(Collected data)
----

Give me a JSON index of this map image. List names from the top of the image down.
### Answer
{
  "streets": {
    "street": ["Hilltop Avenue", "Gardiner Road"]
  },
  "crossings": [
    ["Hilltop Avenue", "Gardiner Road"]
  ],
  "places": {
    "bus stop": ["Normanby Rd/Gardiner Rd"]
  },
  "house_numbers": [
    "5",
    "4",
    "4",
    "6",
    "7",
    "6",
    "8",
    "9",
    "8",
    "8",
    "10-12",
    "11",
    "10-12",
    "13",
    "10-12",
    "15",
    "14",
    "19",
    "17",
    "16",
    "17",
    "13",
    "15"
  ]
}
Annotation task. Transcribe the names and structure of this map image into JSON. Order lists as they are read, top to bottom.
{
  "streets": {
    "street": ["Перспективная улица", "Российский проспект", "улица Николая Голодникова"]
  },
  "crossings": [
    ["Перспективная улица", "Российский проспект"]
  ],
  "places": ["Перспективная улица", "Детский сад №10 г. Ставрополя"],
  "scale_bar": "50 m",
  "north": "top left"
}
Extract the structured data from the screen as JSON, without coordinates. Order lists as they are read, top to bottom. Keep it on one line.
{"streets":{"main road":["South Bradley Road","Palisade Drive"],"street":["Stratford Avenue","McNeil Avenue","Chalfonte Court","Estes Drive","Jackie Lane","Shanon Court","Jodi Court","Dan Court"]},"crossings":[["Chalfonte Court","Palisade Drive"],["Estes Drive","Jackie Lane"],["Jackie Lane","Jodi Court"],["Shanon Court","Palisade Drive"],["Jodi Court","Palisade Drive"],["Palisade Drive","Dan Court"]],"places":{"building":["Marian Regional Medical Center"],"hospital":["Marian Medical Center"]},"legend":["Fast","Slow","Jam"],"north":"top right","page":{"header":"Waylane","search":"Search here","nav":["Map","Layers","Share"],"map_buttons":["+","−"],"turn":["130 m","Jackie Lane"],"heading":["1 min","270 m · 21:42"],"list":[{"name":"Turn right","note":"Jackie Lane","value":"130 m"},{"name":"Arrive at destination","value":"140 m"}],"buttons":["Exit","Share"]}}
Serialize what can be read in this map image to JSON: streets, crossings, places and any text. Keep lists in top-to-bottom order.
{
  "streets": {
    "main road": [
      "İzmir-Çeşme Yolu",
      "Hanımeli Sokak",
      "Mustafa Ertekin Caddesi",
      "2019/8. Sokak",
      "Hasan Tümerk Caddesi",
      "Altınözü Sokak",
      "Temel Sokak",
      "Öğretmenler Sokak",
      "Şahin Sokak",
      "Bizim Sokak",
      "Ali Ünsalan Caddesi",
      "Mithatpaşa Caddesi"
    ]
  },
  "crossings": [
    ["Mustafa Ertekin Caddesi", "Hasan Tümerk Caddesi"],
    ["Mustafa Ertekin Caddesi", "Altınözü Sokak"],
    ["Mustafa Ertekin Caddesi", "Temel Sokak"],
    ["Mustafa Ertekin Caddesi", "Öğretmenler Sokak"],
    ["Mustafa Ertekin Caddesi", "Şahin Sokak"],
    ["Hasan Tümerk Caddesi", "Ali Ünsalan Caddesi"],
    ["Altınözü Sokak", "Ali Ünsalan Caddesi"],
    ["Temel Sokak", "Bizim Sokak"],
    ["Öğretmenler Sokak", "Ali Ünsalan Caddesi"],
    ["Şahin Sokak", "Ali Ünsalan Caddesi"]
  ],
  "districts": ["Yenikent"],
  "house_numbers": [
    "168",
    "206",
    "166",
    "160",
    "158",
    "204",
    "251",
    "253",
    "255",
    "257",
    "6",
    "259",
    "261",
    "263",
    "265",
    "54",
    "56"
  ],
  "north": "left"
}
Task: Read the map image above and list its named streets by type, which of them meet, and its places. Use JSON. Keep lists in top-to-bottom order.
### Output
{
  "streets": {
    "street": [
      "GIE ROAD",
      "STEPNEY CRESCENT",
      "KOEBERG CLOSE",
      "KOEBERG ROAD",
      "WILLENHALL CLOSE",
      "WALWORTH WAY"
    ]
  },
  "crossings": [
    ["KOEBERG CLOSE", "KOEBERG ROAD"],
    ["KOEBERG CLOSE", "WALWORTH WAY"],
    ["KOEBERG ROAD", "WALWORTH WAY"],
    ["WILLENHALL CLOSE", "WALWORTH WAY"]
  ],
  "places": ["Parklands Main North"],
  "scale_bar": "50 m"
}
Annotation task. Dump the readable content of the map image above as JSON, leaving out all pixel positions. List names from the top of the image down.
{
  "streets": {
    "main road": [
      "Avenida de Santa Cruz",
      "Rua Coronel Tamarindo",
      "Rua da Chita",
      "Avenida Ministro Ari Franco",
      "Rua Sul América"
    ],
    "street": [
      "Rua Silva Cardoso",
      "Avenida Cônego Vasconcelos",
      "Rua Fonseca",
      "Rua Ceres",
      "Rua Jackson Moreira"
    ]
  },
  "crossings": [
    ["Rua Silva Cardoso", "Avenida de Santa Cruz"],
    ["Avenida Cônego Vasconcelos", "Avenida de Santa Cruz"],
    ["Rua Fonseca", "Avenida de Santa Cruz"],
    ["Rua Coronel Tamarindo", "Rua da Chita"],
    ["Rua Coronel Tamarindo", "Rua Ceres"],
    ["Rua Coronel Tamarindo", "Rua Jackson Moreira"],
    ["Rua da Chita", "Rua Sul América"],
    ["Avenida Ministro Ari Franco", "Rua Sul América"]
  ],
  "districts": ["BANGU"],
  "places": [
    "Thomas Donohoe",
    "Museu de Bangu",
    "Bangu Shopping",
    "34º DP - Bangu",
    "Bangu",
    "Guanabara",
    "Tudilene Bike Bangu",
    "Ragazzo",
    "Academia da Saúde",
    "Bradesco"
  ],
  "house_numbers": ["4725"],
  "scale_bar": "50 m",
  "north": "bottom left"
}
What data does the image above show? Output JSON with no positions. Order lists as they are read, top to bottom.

----

- **Exercise instructions**:
Copy out all of the records shown above exactly.

- **Task result**:
Give me a JSON index of this map image. List names from the top of the image down.
### Answer
{
  "streets": {
    "street": ["Hilltop Avenue", "Gardiner Road"]
  },
  "crossings": [
    ["Hilltop Avenue", "Gardiner Road"]
  ],
  "places": {
    "bus stop": ["Normanby Rd/Gardiner Rd"]
  },
  "house_numbers": [
    "5",
    "4",
    "4",
    "6",
    "7",
    "6",
    "8",
    "9",
    "8",
    "8",
    "10-12",
    "11",
    "10-12",
    "13",
    "10-12",
    "15",
    "14",
    "19",
    "17",
    "16",
    "17",
    "13",
    "15"
  ]
}
Annotation task. Transcribe the names and structure of this map image into JSON. Order lists as they are read, top to bottom.
{
  "streets": {
    "street": ["Перспективная улица", "Российский проспект", "улица Николая Голодникова"]
  },
  "crossings": [
    ["Перспективная улица", "Российский проспект"]
  ],
  "places": ["Перспективная улица", "Детский сад №10 г. Ставрополя"],
  "scale_bar": "50 m",
  "north": "top left"
}
Extract the structured data from the screen as JSON, without coordinates. Order lists as they are read, top to bottom. Keep it on one line.
{"streets":{"main road":["South Bradley Road","Palisade Drive"],"street":["Stratford Avenue","McNeil Avenue","Chalfonte Court","Estes Drive","Jackie Lane","Shanon Court","Jodi Court","Dan Court"]},"crossings":[["Chalfonte Court","Palisade Drive"],["Estes Drive","Jackie Lane"],["Jackie Lane","Jodi Court"],["Shanon Court","Palisade Drive"],["Jodi Court","Palisade Drive"],["Palisade Drive","Dan Court"]],"places":{"building":["Marian Regional Medical Center"],"hospital":["Marian Medical Center"]},"legend":["Fast","Slow","Jam"],"north":"top right","page":{"header":"Waylane","search":"Search here","nav":["Map","Layers","Share"],"map_buttons":["+","−"],"turn":["130 m","Jackie Lane"],"heading":["1 min","270 m · 21:42"],"list":[{"name":"Turn right","note":"Jackie Lane","value":"130 m"},{"name":"Arrive at destination","value":"140 m"}],"buttons":["Exit","Share"]}}
Serialize what can be read in this map image to JSON: streets, crossings, places and any text. Keep lists in top-to-bottom order.
{
  "streets": {
    "main road": [
      "İzmir-Çeşme Yolu",
      "Hanımeli Sokak",
      "Mustafa Ertekin Caddesi",
      "2019/8. Sokak",
      "Hasan Tümerk Caddesi",
      "Altınözü Sokak",
      "Temel Sokak",
      "Öğretmenler Sokak",
      "Şahin Sokak",
      "Bizim Sokak",
      "Ali Ünsalan Caddesi",
      "Mithatpaşa Caddesi"
    ]
  },
  "crossings": [
    ["Mustafa Ertekin Caddesi", "Hasan Tümerk Caddesi"],
    ["Mustafa Ertekin Caddesi", "Altınözü Sokak"],
    ["Mustafa Ertekin Caddesi", "Temel Sokak"],
    ["Mustafa Ertekin Caddesi", "Öğretmenler Sokak"],
    ["Mustafa Ertekin Caddesi", "Şahin Sokak"],
    ["Hasan Tümerk Caddesi", "Ali Ünsalan Caddesi"],
    ["Altınözü Sokak", "Ali Ünsalan Caddesi"],
    ["Temel Sokak", "Bizim Sokak"],
    ["Öğretmenler Sokak", "Ali Ünsalan Caddesi"],
    ["Şahin Sokak", "Ali Ünsalan Caddesi"]
  ],
  "districts": ["Yenikent"],
  "house_numbers": [
    "168",
    "206",
    "166",
    "160",
    "158",
    "204",
    "251",
    "253",
    "255",
    "257",
    "6",
    "259",
    "261",
    "263",
    "265",
    "54",
    "56"
  ],
  "north": "left"
}
Task: Read the map image above and list its named streets by type, which of them meet, and its places. Use JSON. Keep lists in top-to-bottom order.
### Output
{
  "streets": {
    "street": [
      "GIE ROAD",
      "STEPNEY CRESCENT",
      "KOEBERG CLOSE",
      "KOEBERG ROAD",
      "WILLENHALL CLOSE",
      "WALWORTH WAY"
    ]
  },
  "crossings": [
    ["KOEBERG CLOSE", "KOEBERG ROAD"],
    ["KOEBERG CLOSE", "WALWORTH WAY"],
    ["KOEBERG ROAD", "WALWORTH WAY"],
    ["WILLENHALL CLOSE", "WALWORTH WAY"]
  ],
  "places": ["Parklands Main North"],
  "scale_bar": "50 m"
}
Annotation task. Dump the readable content of the map image above as JSON, leaving out all pixel positions. List names from the top of the image down.
{
  "streets": {
    "main road": [
      "Avenida de Santa Cruz",
      "Rua Coronel Tamarindo",
      "Rua da Chita",
      "Avenida Ministro Ari Franco",
      "Rua Sul América"
    ],
    "street": [
      "Rua Silva Cardoso",
      "Avenida Cônego Vasconcelos",
      "Rua Fonseca",
      "Rua Ceres",
      "Rua Jackson Moreira"
    ]
  },
  "crossings": [
    ["Rua Silva Cardoso", "Avenida de Santa Cruz"],
    ["Avenida Cônego Vasconcelos", "Avenida de Santa Cruz"],
    ["Rua Fonseca", "Avenida de Santa Cruz"],
    ["Rua Coronel Tamarindo", "Rua da Chita"],
    ["Rua Coronel Tamarindo", "Rua Ceres"],
    ["Rua Coronel Tamarindo", "Rua Jackson Moreira"],
    ["Rua da Chita", "Rua Sul América"],
    ["Avenida Ministro Ari Franco", "Rua Sul América"]
  ],
  "districts": ["BANGU"],
  "places": [
    "Thomas Donohoe",
    "Museu de Bangu",
    "Bangu Shopping",
    "34º DP - Bangu",
    "Bangu",
    "Guanabara",
    "Tudilene Bike Bangu",
    "Ragazzo",
    "Academia da Saúde",
    "Bradesco"
  ],
  "house_numbers": ["4725"],
  "scale_bar": "50 m",
  "north": "bottom left"
}
What data does the image above show? Output JSON with no positions. Order lists as they are read, top to bottom.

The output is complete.